I'm not really sure to be honest. I have so much inner duologue that it's hard to pinpoint any one thing. I'll try though. I think that I'm starting to reach the point where I realize that if I don't do anything to challenge myself I'm going to remain a loser shut-in for the rest of my life and I'm going to hate myself for squandering it all. The best way I've found to tackle those challenges is to make it so that I have to prove it to myself that I can do it. For me personally there is some part deep down that's ignorant enough to believe that I can do anything. And when I make it into a challenge to show myself that I can, I feel more confident. If that doesn't work though I tell myself that I am doing this so that I can progress and get better. I tell myself angrily almost. _You are doing this to challenge yourself and get better. Now quit *****ing, take a look at the big picture, and get your *** in there and do it._ Kind of like that. Either way you have to realize that if you don't challenge yourself you have a 0% chance of improving. If you do at least there a chance, regardless of how small, that things will work out well. Hell, I thought there was a 1% chance that this first lesson was going to end in anything other than me as a mess of anxiety. That didn't happen though. It turns out it was awesome, so I was wrong.


----------



## trevor35th (Oct 22, 2008)

Very interesting! I can see how that would help. I need to get in that mindset. I think another reason I've given up is the fact that I always make excuses for myself, like saying, 'no one else has been in my shoes' or 'I'm happy in my comfort zone' or 'at least I'm happy'. They're basically true but I could be living a much richer life if I went out of my comfort zone more. Damn, why does it have to be so hard?! :afr


----------



## MattFoley (Dec 5, 2009)

Ok, so I just had week 2 of group guitar lessons.

I'm starting to realize that a big part of the reason I'm not having anxiety over this is because there are 10 other people in the room with me banging around on their guitars and you cant really hear any 1 person. When the teacher came around to us individually today I started to get a bit anxious because it was just me playing by myself. So I'm going to have to somehow step up next week and bust out a solo in the middle of the class. haha. No, honestly in group lessons I don't know how to be the center of attention. Any ideas?

On a positive note I did talk it up with a few people in the group like I had been planning to do from last week. The people there seem really cool and I wasn't nervous at all. At bit awkward maybe but not nervous. I'm thinking it would be cool to eventually ask some of them if they wanted to practice outside of class. But that will be later. I also spoke up during the class and asked questions and stuff like that. Seems small but I didn't feel anxious at all and thats always a good feeling.
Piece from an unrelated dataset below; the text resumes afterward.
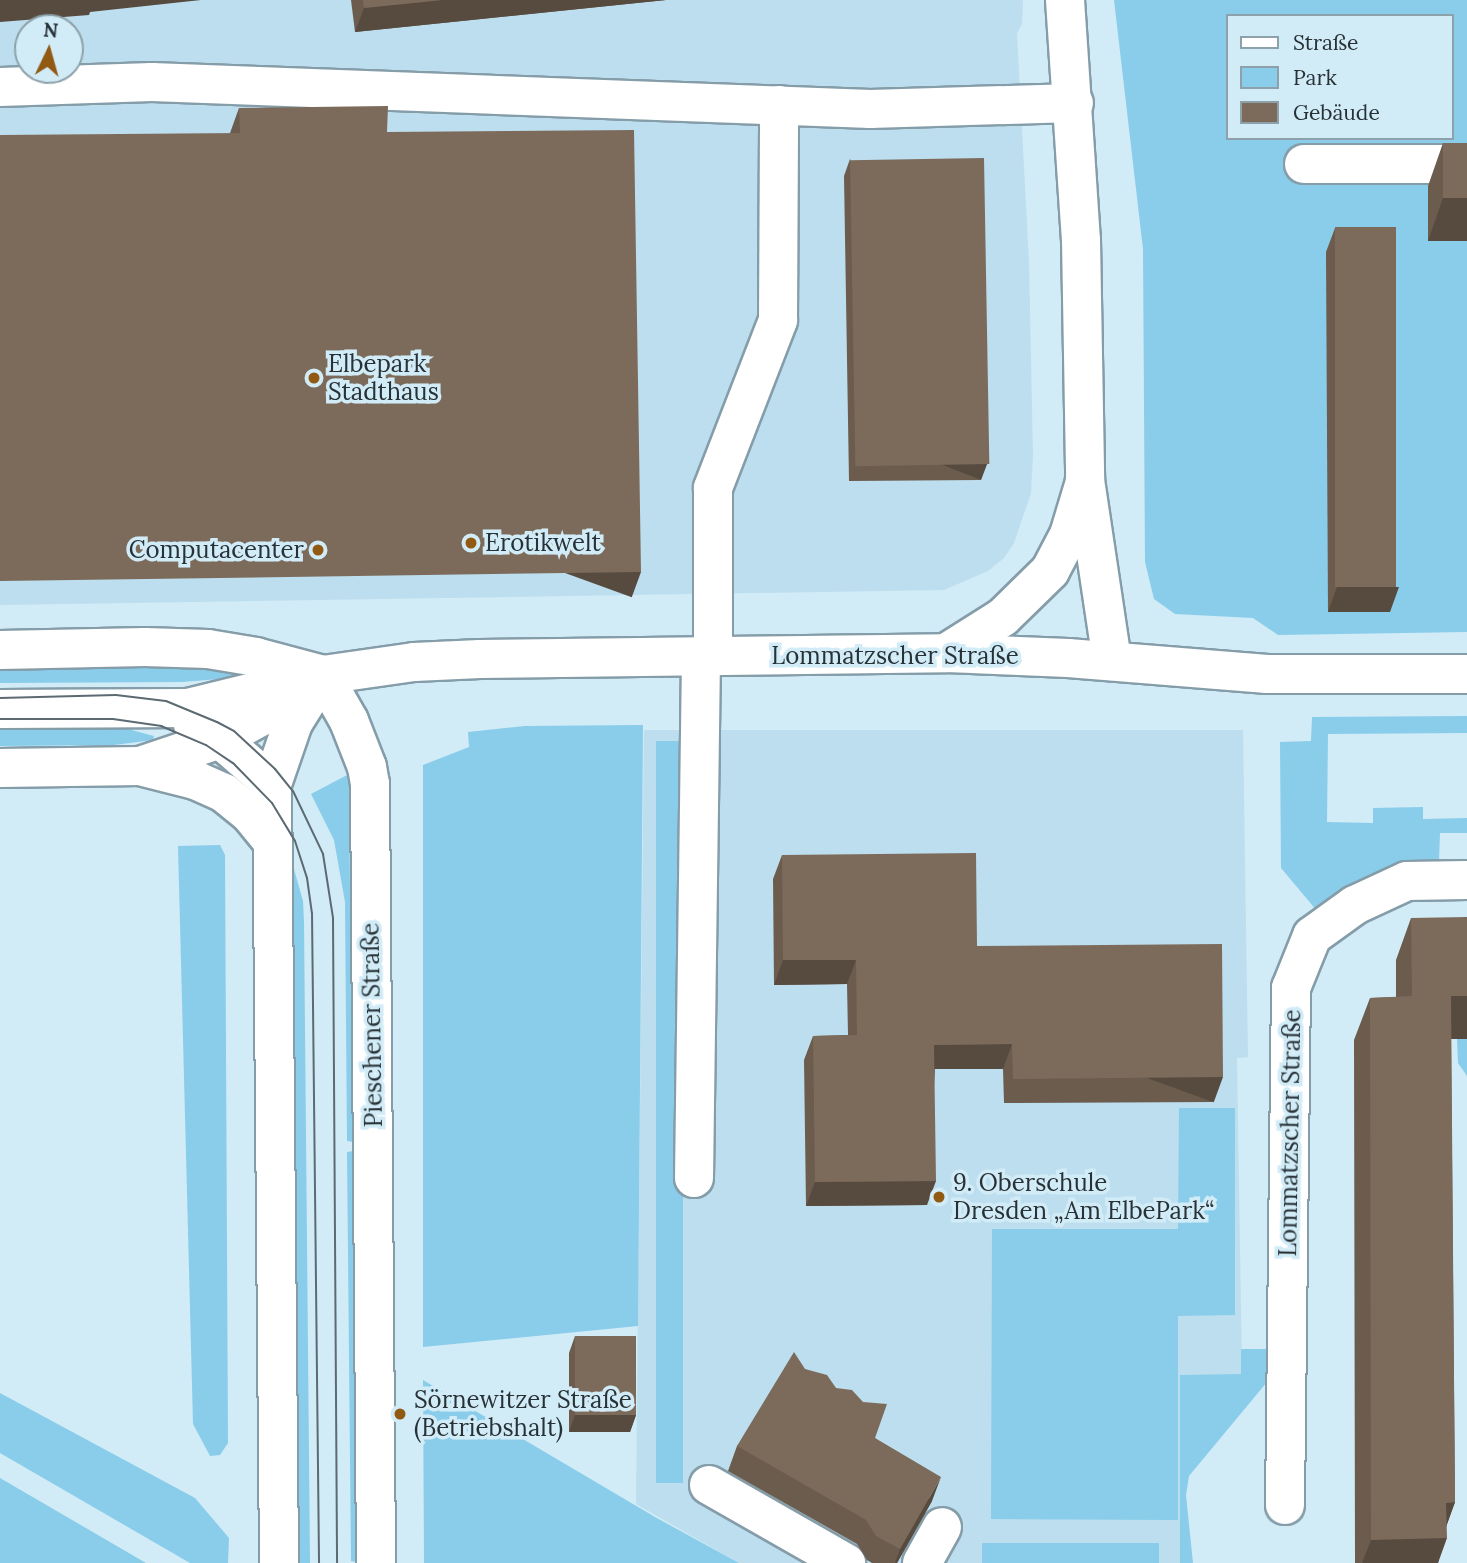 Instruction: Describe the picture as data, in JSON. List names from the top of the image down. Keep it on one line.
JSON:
{"streets":{"street":["Lommatzscher Straße","Pieschener Straße"]},"crossings":[["Lommatzscher Straße","Pieschener Straße"]],"places":["Elbepark Stadthaus","Erotikwelt","Computacenter","9. Oberschule Dresden „Am ElbePark“","Sörnewitzer Straße (Betriebshalt)"],"legend":["Straße","Park","Gebäude"],"north":"top"}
It also dawned on me today that my guitar teacher is kind of a babe. She's really sweet and friendly with us too. That definitely helps with motivation  

So next week, 10 minute guitar solo in the middle of the class while winking at my teacher and telling her "Sit back. I got this". No, just kidding. I guess my goal for next week is to keep being outgoing with my classmates and sing louder and let loose a bit more.


----------



## JackSparrow (Oct 31, 2010)

Good luck man, I think this will really help you if you have the right attitude and you seem to. I'm playing guitar with people in groups a few times a week and it has really helped me with nerves, to the point where I'm not nervous anymore at rehearsals. Still can't talk to my bandmates though...


----------



## sparky10 (Dec 30, 2008)

keep the good work up man , it sounds like you are making some strides
with the sa whilst improving at something you love. Its good to hear about 
your progress, i took up the guitar 6 months ago but not been to a group
like yourself. Im getting lessons and hope to be in an band if and when im
good enough. Kudos to you for doing this and i like your attitude


----------



## Canadian Brotha (Jan 23, 2009)

Sounds like it's going well so far man, Congrats!


----------



## MattFoley (Dec 5, 2009)

Thanks for the encouragement guys. I'm sure this stuff is boring to read through so I appreciate you taking the time. Hopefully I can keep challenging myself with these lessons although I think I'm going to have to get pretty creative in order to keep feeling anxiety from it. At the end of the sessions though I've heard that my class is going to put on a little concert in the schools auditorium which means me being up on stage with my classmates playing for people. It's probably going to be really hokey but the thought of being up on stage in front of people makes me nervous. I'm going to do it though.


----------



## Cheesecake (Feb 2, 2007)

It's not boring. This is like a story to me. It has a main character I can relate to and I want to see how everything unfolds. And I also want to see a happy ending.


----------



## Yella (Sep 27, 2010)

Wow! You are doing great! You are doing all the things I wish I could do. I'm taking a photography class this Wednesday, and I hope I can be as social and comfortable as you have been. You are actually an inspiration for me to reach out to the folks in my photog class.


----------



## trevor35th (Oct 22, 2008)

I agree with everyone else. It's inspiring to read how everything is unfolding and how you're making it happen. The sessions sound like they're a lot of fun. I'd much rather read through positive threads like these. Good job and keep it up!!


----------



## Slogger (Dec 14, 2010)

Becks, it's so cool that you're doing this! Don't dwell on what you think are setbacks, just keep moving forward. Show us how it's done man!


----------



## sparky10 (Dec 30, 2008)

dont let the anxiety get you down man! kudos for getting out there 
and keeping up with the lessons Just a question how long have you been playing and are you all of a similiar standard at the group?


----------



## Cheesecake (Feb 2, 2007)

Hey, at least you're trying. It won't always go as well as you hope, but as long as you look at the big picture then it won't look too bad. The first few meetings were good, and this one was not too good. So it looks like overall it has been good.


----------